Земля под копытами - [145]

Шрифт
Интервал

Рано, только рассвело, бегу в лавку, чтоб первой быть, ситчик свой захватить. Хвалюсь девчатам: «Йоська Македонович вчера полетели, взяли их вверх наконец». А они сразу список должников из-под прилавка, не задолжал ли. Нет, говорят, не брал в долг. Это только я дура — десятку на ветер кинула. Еще и смеются, кому расскажу. В груди теснит, как вспомню, да разве воротишь…

29

Видеть не видела, а голос Йосипа Македоновича мне был. Сижу я на делянке своей, на самом краю, а делянка моя на холме. И коза Мура возле меня пасется, травку жует. Сижу, фасоль в подол лущу. Нигде никогошеньки, все на бураках, каждому хочется побольше до морозов успеть. Тут мне голос и явился. Ничего не выдумываю, рассказываю от души, как было.

— Как живете, бабка? — вроде над головой кто сказал. Подняла я глаза, а делянка высоко, небо близехонько. Гляжу — круги по небу, будто по воде от камня. И больше ничего.

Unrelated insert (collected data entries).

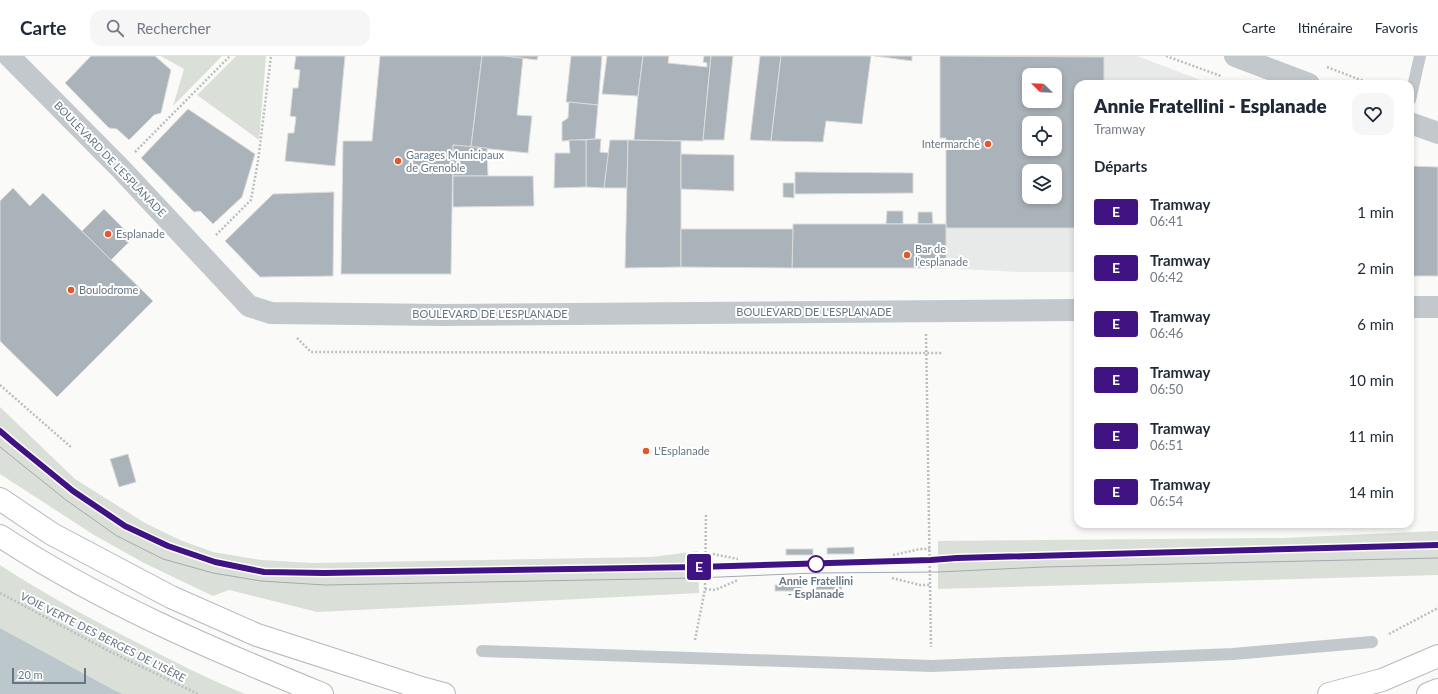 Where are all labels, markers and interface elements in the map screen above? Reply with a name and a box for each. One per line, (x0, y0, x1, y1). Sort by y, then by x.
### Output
search box (90, 10, 370, 46)
text: Carte (20, 16, 66, 39)
icon: search (104, 17, 126, 39)
text: Rechercher (136, 19, 211, 37)
text: Carte (1242, 19, 1276, 36)
text: Itinéraire (1298, 19, 1353, 36)
text: Favoris (1375, 19, 1418, 36)
north arrow (1022, 68, 1062, 108)
map controls (1022, 68, 1062, 204)
button: heart (1352, 93, 1394, 135)
text: Annie Fratellini - Esplanade (1094, 94, 1327, 117)
street label: BOULEVARD DE L'ESPLANADE (52, 98, 169, 219)
button: locate (1022, 116, 1062, 156)
text: Tramway (1094, 121, 1145, 137)
place label: Intermarché (922, 137, 980, 150)
marker: Intermarché (983, 139, 993, 149)
place label: Garages Municipaux de Grenoble (406, 148, 505, 174)
marker: Garages Municipaux de Grenoble (393, 156, 403, 166)
text: Départs (1094, 157, 1147, 175)
button: layers (1022, 164, 1062, 204)
text: Tramway (1150, 195, 1210, 213)
text: E (1112, 203, 1120, 220)
text: 1 min (1357, 203, 1394, 221)
text: 06:41 (1150, 213, 1183, 229)
place label: Esplanade (116, 227, 165, 240)
marker: Esplanade (103, 229, 113, 239)
place label: Bar de l'esplanade (915, 242, 968, 268)
marker: Bar de l'esplanade (902, 250, 912, 260)
text: Tramway (1150, 251, 1210, 269)
text: E (1112, 259, 1120, 276)
text: 2 min (1357, 259, 1394, 277)
text: 06:42 (1150, 269, 1183, 285)
place label: Boulodrome (79, 283, 138, 296)
marker: Boulodrome (66, 285, 76, 295)
street label: BOULEVARD DE L'ESPLANADE (736, 305, 892, 318)
street label: BOULEVARD DE L'ESPLANADE (412, 307, 568, 320)
text: Tramway (1150, 307, 1210, 325)
text: E (1112, 315, 1120, 332)
text: 6 min (1357, 315, 1394, 333)
text: 06:46 (1150, 325, 1183, 341)
text: Tramway (1150, 363, 1210, 381)
text: E (1112, 371, 1120, 388)
text: 10 min (1348, 371, 1394, 389)
text: 06:50 (1150, 381, 1183, 397)
text: Tramway (1150, 419, 1210, 437)
text: E (1112, 427, 1120, 444)
text: 11 min (1348, 427, 1394, 445)
text: 06:51 (1150, 437, 1183, 453)
place label: L'Esplanade (654, 444, 710, 457)
marker: L'Esplanade (641, 446, 651, 456)
text: Tramway (1150, 475, 1210, 493)
text: E (1112, 483, 1120, 500)
text: 14 min (1348, 483, 1394, 501)
text: 06:54 (1150, 493, 1183, 509)
line badge: E (686, 554, 712, 580)
marker: Annie Fratellini - Esplanade (807, 555, 825, 573)
text: E (695, 558, 703, 575)
place label: Annie Fratellini - Esplanade (778, 574, 853, 600)
street label: VOIE VERTE DES BERGES DE L'ISÈRE (18, 589, 188, 684)
scale bar (12, 666, 86, 685)
text: 20 m (18, 668, 43, 681)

— Как в сказке: чем дальше, тем страшнее, господи, — отвечаю. — Тяжко по свету старой да никчемной ходить. Сделал бы ты, боже, чтоб мне сначала все начать, так быстро жизнь людская проходит…

— Бога на данном этапе нет, а ты, бабка — старорежимная, ежели религиозные пережитки в себе никак не ликвидируешь. Нашла кого поминать! Может, я достойнее твоего бога!..

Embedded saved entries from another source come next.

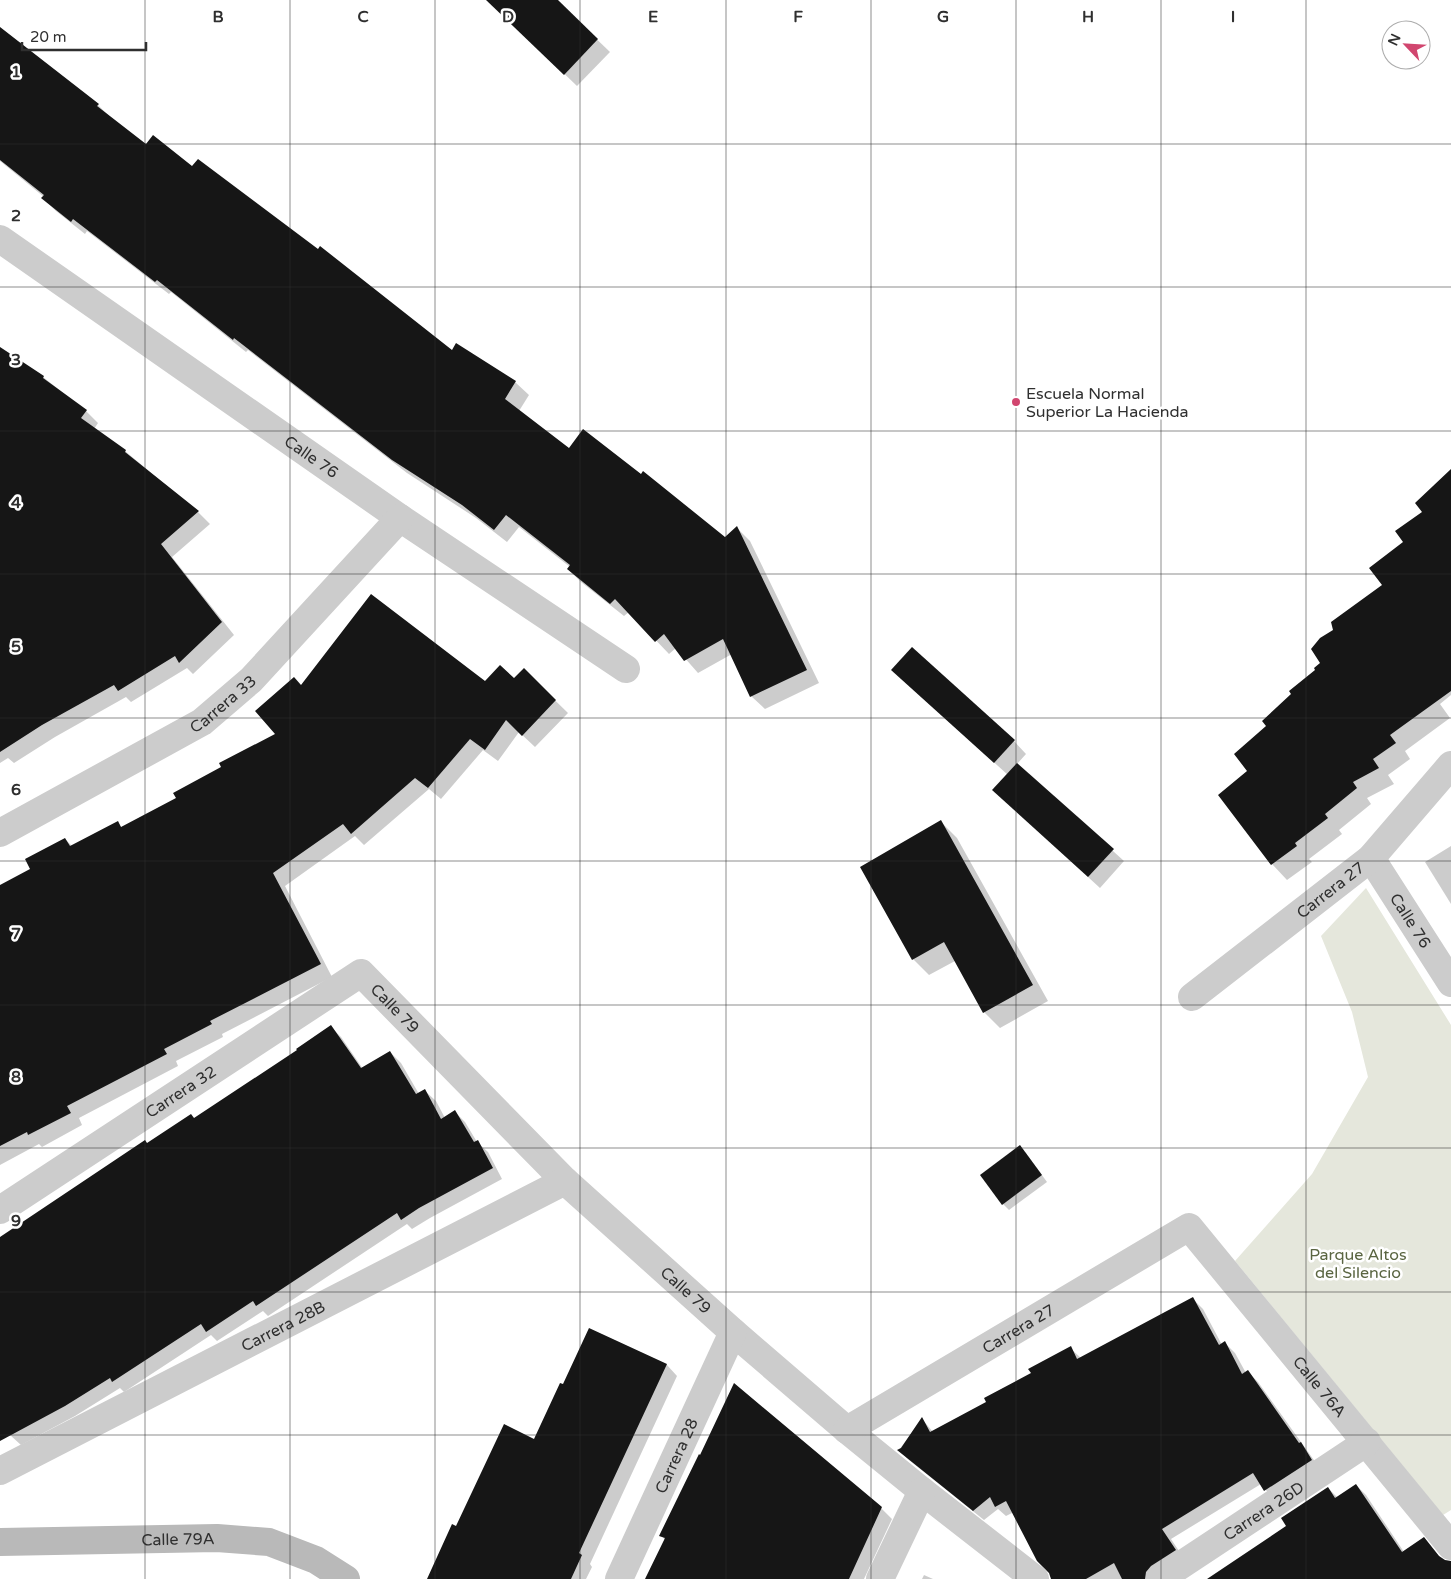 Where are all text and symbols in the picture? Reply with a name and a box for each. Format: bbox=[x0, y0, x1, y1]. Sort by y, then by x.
text: B bbox=[212, 7, 224, 27]
text: C bbox=[357, 7, 369, 27]
text: D bbox=[502, 7, 514, 27]
text: E bbox=[648, 7, 658, 27]
text: F bbox=[793, 7, 803, 27]
text: G bbox=[937, 7, 949, 27]
text: H bbox=[1082, 7, 1094, 27]
text: I bbox=[1231, 7, 1235, 27]
scale bar bbox=[22, 20, 146, 52]
north arrow bbox=[1381, 20, 1431, 70]
text: 20 m bbox=[30, 28, 67, 46]
text: N bbox=[1385, 31, 1405, 48]
text: 1 bbox=[11, 62, 21, 82]
text: 2 bbox=[11, 206, 21, 226]
text: 3 bbox=[11, 350, 21, 370]
place label: Escuela Normal Superior La Hacienda bbox=[1026, 384, 1189, 422]
marker: Escuela Normal Superior La Hacienda bbox=[1010, 396, 1022, 408]
street label: Calle 76 bbox=[280, 431, 342, 483]
text: 4 bbox=[11, 493, 21, 513]
text: 5 bbox=[11, 637, 21, 657]
street label: Carrera 33 bbox=[186, 671, 261, 738]
text: 6 bbox=[11, 780, 21, 800]
street label: Carrera 27 bbox=[1293, 858, 1369, 923]
street label: Calle 76 bbox=[1385, 890, 1435, 952]
text: 7 bbox=[11, 924, 21, 944]
street label: Calle 79 bbox=[366, 980, 423, 1038]
street label: Carrera 32 bbox=[142, 1062, 220, 1123]
text: 8 bbox=[11, 1067, 21, 1087]
text: 9 bbox=[11, 1211, 21, 1231]
park label: Parque Altos del Silencio bbox=[1309, 1245, 1407, 1283]
street label: Calle 79 bbox=[656, 1263, 715, 1319]
street label: Carrera 28B bbox=[238, 1297, 329, 1357]
street label: Carrera 27 bbox=[979, 1300, 1058, 1358]
street label: Calle 76A bbox=[1288, 1352, 1350, 1422]
street label: Carrera 28 bbox=[651, 1415, 703, 1497]
street label: Carrera 26D bbox=[1220, 1477, 1308, 1545]
street label: Calle 79A bbox=[141, 1529, 215, 1550]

— А кто ж ты такой будешь, что с неба говоришь?

— Земляк ваш, Йосип Македонович Сластион.

— И где ж ты теперь находишься, Македонович?

— Нахожусь наверху.

— Так ты и теперь при авторитете?

— А как же! Указываю, куда, кому идти или ехать, на ответственном перекрестке столбом стою, а скоро обещали повысить на должность светофора…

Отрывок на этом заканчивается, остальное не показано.